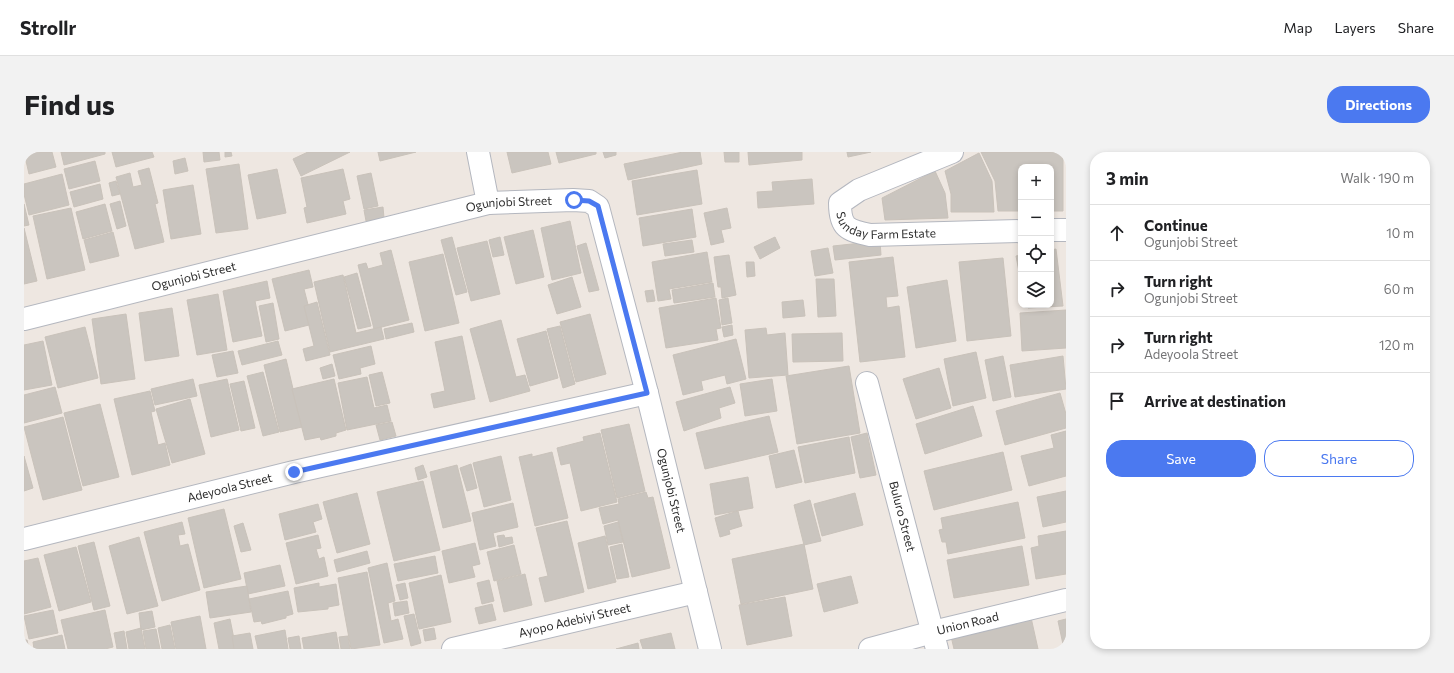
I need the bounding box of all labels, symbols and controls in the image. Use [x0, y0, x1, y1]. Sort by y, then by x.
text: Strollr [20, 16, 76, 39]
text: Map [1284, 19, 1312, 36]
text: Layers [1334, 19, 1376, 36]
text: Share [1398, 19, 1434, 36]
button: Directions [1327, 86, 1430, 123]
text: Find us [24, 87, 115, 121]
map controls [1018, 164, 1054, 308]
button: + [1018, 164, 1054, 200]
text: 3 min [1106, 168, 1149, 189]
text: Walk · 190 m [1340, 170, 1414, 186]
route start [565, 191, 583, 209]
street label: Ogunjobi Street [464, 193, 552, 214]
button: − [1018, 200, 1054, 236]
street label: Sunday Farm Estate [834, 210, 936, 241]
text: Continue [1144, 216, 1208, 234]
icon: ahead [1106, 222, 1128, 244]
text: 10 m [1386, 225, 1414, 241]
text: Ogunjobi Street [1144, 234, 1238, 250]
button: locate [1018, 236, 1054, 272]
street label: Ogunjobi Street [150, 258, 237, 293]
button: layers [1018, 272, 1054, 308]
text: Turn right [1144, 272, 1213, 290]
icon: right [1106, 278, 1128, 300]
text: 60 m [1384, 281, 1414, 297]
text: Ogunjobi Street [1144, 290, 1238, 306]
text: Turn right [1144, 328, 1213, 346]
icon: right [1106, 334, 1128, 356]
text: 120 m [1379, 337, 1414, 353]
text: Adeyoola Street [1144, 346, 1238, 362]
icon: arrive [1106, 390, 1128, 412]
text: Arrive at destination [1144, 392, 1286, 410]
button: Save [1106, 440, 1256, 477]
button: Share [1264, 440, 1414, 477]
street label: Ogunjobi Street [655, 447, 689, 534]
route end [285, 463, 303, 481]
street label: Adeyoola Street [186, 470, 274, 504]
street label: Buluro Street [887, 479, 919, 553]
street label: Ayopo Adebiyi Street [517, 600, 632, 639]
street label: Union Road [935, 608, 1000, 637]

==

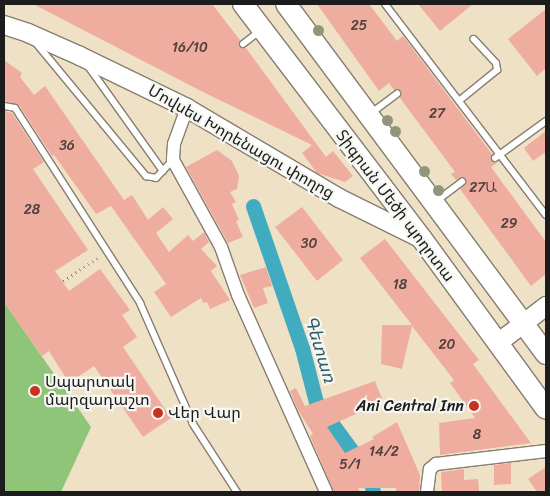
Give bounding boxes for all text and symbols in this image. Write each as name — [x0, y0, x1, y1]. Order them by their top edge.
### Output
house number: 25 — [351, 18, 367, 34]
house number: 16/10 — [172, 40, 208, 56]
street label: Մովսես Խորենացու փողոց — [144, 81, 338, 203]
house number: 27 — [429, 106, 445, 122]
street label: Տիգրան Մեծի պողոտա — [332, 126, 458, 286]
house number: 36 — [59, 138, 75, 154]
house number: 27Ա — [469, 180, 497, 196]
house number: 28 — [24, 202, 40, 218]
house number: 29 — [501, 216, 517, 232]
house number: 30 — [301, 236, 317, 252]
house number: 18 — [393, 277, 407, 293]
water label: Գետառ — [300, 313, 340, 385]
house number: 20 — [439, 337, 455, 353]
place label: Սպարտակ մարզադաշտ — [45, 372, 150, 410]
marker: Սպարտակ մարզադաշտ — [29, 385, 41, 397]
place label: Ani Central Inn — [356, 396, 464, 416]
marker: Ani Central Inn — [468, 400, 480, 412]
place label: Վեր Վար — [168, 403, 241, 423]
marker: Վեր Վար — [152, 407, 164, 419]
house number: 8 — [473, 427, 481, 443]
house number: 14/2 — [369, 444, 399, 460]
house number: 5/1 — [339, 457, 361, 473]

▸ TASK
Give, as a single number, the count of lines in the material above that contain the string "Central".

▸ ANSWER SECTION
2